Twitter/Vikram Prabhu

Isn’t diving into flames that could melt the skin off your bones and saving helpless people, all the while knowing you could die at any moment, exciting enough for Kollywood’s heroes? Do they have a compulsive need to also fight gangs of blood-thirsty rowdies along the way, no matter how exciting their day-jobs are?

This was the only question burning in my mind as I walked out of Neruppuda, starring Vikram Prabhu. The film tells the story (and I use the word very loosely here) of five young men who have grown up with the ambition of wanting to be firefighters. So powerful is their desire that even before they get selected, and though they come from clearly disadvantaged economic circumstances, they manage to buy themselves a fire truck and are saving lives across the city.

For a group of men so committed to fire safety, they do precious little firefighting in the film. One entry sequence and one cutesy song is all you have to establish their milk-white goodness, incredible altruism and nearly foolhardy bravery. After that, they can conveniently get on to the real business at hand: old-fashioned good-versus-evil battles with the most fearsome rowdy in the city after they get entangled in his business by accident.

Strangely though, everyone other than Vikram Prabhu is powerless in this film. So, the film’s villains boast about laying waste to the city when they are angry, but retreat like meek kittens after getting a single beating from Vikram. And if you’re wondering why the cops are letting firefighters hog all the glory, it’s because they’re standing around complaining that other people are killing the rowdies that they wanted to shoot dead in encounters. (I want to ask if mainstream Indian cinema will ever get past its obsession with police encounters, but that’s a question for another day.)

Nikki Galrani’s character as the female lead starts out interesting, as she proves she has quick-thinking and fire-fighting skills of her own. But there’s no place for her to go from there in this testosterone-laden script.

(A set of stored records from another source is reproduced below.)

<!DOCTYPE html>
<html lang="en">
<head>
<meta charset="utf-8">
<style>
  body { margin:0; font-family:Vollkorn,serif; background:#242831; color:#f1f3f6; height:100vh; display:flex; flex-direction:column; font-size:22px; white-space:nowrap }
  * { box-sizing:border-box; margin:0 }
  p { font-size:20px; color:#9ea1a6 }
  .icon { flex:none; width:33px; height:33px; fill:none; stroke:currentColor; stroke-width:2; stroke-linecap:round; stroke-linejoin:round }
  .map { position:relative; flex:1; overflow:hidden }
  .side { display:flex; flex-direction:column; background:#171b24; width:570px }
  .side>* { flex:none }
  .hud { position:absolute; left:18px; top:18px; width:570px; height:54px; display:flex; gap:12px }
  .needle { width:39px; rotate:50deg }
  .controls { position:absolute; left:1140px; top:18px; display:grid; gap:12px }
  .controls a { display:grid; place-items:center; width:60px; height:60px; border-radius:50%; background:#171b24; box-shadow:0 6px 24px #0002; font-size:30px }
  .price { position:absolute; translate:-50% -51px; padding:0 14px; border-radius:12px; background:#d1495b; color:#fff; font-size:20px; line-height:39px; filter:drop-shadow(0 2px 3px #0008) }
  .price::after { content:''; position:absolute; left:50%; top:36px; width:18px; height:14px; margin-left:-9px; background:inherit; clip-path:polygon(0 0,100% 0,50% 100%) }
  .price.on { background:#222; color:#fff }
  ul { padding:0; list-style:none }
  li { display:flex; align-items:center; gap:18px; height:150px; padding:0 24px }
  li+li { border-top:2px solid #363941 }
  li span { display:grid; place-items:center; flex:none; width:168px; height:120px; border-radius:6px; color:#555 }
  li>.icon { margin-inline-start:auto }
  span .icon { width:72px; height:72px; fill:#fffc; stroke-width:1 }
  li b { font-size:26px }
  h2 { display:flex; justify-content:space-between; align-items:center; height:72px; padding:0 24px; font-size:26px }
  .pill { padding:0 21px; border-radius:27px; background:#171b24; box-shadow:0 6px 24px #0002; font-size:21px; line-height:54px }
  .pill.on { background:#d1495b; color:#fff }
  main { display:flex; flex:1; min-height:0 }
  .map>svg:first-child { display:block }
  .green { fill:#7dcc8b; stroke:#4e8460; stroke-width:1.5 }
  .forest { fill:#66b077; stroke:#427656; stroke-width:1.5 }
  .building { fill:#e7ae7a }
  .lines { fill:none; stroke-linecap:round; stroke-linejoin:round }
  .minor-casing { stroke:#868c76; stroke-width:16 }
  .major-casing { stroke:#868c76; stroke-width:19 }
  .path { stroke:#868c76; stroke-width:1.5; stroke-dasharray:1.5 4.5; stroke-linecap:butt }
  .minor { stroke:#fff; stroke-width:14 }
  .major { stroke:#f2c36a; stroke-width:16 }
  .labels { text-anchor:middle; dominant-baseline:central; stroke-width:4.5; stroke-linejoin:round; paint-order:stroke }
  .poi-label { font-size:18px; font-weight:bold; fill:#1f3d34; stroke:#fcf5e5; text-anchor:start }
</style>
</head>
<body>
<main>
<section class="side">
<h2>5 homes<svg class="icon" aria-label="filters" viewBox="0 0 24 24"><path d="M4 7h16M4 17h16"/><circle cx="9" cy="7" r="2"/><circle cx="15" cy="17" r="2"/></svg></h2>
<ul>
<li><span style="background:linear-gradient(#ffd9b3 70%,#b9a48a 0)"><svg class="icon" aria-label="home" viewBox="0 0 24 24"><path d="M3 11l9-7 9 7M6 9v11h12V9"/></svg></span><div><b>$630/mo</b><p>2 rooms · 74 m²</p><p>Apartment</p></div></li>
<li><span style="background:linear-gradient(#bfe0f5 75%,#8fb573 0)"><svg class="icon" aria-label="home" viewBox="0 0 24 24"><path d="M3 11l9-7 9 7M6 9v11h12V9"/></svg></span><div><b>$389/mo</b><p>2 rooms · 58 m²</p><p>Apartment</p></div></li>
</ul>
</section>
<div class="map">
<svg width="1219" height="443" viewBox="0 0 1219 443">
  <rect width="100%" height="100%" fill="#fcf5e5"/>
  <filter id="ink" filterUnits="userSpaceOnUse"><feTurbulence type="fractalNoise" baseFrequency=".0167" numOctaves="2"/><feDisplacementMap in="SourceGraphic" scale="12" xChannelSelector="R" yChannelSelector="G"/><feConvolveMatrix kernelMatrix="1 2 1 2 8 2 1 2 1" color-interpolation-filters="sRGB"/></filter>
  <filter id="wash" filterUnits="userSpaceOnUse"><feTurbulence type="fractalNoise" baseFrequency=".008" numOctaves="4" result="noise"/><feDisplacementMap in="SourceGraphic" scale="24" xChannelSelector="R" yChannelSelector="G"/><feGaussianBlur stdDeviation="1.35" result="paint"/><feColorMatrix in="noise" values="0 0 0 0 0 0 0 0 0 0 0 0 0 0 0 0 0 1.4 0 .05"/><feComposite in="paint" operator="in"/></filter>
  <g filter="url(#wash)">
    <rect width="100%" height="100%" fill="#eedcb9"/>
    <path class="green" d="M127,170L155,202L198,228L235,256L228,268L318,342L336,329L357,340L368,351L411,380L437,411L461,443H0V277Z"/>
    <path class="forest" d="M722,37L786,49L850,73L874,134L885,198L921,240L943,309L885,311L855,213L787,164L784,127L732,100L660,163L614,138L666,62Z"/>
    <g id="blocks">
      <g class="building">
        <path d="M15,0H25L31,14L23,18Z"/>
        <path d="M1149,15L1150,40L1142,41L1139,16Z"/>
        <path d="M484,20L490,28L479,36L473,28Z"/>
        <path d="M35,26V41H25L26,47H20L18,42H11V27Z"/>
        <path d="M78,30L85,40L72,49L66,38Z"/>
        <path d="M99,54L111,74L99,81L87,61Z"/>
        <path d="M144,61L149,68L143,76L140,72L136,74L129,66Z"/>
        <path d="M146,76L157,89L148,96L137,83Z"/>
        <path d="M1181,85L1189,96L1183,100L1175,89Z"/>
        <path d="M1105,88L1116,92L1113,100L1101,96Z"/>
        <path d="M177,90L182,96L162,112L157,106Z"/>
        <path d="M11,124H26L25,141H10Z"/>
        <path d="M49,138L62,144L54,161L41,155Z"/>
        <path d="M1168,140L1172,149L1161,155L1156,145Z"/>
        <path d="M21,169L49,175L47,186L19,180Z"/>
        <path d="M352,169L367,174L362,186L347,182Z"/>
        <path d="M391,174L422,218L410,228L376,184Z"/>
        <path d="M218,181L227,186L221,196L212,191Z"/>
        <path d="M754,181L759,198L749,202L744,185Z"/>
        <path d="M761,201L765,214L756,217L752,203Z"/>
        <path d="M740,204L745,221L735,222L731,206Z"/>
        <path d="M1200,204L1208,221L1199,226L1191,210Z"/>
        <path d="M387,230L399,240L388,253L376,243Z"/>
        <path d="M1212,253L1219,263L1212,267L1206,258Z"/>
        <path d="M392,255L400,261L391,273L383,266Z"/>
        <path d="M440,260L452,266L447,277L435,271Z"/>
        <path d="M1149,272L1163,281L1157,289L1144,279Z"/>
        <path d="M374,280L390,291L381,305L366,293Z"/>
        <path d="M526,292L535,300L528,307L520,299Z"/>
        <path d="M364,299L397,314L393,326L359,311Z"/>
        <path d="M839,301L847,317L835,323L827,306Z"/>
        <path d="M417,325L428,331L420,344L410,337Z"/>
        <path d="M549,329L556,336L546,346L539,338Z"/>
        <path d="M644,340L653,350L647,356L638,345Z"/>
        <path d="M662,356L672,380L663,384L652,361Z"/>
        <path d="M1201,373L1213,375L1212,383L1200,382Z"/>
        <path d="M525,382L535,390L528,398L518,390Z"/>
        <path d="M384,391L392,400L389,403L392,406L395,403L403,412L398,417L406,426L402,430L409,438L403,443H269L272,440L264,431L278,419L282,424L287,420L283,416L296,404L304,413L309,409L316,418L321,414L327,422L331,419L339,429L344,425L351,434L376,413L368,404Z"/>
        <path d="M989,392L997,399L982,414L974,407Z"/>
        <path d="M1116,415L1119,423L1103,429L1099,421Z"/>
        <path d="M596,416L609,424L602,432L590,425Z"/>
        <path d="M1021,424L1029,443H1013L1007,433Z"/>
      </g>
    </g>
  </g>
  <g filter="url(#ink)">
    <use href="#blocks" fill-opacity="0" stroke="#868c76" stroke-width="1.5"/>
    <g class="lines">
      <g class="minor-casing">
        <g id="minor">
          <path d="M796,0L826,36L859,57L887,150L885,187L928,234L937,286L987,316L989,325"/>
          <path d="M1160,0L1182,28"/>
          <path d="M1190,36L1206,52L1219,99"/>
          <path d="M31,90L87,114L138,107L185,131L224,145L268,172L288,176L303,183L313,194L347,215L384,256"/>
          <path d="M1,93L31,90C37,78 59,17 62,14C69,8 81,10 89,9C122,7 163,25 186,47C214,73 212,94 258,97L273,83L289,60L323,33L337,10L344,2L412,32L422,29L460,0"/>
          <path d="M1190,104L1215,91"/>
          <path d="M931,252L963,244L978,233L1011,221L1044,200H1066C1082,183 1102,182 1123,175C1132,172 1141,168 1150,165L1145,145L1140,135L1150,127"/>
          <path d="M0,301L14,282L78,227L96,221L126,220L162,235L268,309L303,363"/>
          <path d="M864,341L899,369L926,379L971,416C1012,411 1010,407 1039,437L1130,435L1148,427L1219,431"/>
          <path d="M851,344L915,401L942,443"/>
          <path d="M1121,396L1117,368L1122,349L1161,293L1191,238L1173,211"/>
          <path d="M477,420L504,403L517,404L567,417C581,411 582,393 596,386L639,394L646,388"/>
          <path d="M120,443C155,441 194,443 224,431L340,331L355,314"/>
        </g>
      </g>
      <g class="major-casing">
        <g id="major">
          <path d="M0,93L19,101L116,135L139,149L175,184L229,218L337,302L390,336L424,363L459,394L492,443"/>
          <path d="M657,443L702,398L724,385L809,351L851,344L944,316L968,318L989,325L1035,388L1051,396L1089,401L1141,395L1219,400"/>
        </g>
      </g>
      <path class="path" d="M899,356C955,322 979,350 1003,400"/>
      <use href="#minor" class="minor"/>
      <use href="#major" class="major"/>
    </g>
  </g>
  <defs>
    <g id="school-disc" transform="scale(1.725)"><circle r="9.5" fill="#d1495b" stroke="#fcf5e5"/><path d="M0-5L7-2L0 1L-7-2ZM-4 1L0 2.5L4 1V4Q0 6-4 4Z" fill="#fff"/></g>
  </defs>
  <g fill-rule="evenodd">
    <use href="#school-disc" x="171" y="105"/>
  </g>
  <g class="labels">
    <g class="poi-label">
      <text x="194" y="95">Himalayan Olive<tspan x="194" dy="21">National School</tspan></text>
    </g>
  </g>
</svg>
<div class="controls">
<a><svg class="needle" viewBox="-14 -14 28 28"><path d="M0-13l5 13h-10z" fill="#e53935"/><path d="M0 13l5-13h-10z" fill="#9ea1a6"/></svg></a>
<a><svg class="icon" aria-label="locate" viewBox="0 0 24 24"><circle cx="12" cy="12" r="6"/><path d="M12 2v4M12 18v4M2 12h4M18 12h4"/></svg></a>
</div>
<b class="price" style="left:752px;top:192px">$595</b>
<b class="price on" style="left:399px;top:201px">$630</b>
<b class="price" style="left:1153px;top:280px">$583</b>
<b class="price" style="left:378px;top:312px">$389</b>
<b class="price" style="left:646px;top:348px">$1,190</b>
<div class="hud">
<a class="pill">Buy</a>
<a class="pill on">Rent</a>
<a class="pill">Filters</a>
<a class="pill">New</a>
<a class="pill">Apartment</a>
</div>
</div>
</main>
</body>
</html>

They say if you put enough monkeys with typewriters in a closed room, you’ll eventually get Shakespeare. The Neruppuda team was clearly short at least a dozen monkeys. The story is the kind of train wreck that you watch only to see how badly it will end.

Debutant director B Ashok Kumar tries to compensate for this with a lot of dramatic camera sweeps and heroic close-ups, accompanied by a loud soundtrack. But clearly mass effect doesn’t just come from high volume.

The real pity is that the starting sequence is actually quite exciting on its own, and has the seeds of a good film in it. If the Neruppuda team had stuck with an honest story about fire fighting, building from there, they might have had a cracker of a film on their hands. And Vikram does give you a sense in moments that he could handle a more genuinely heroic film like that.

So, when Vikram declares for the fifth or sixth time that he lives not to take lives but only to save them, you have to sigh and ask why he and the rest of the Neruppuda team couldn’t have shown as strong a commitment to save this film.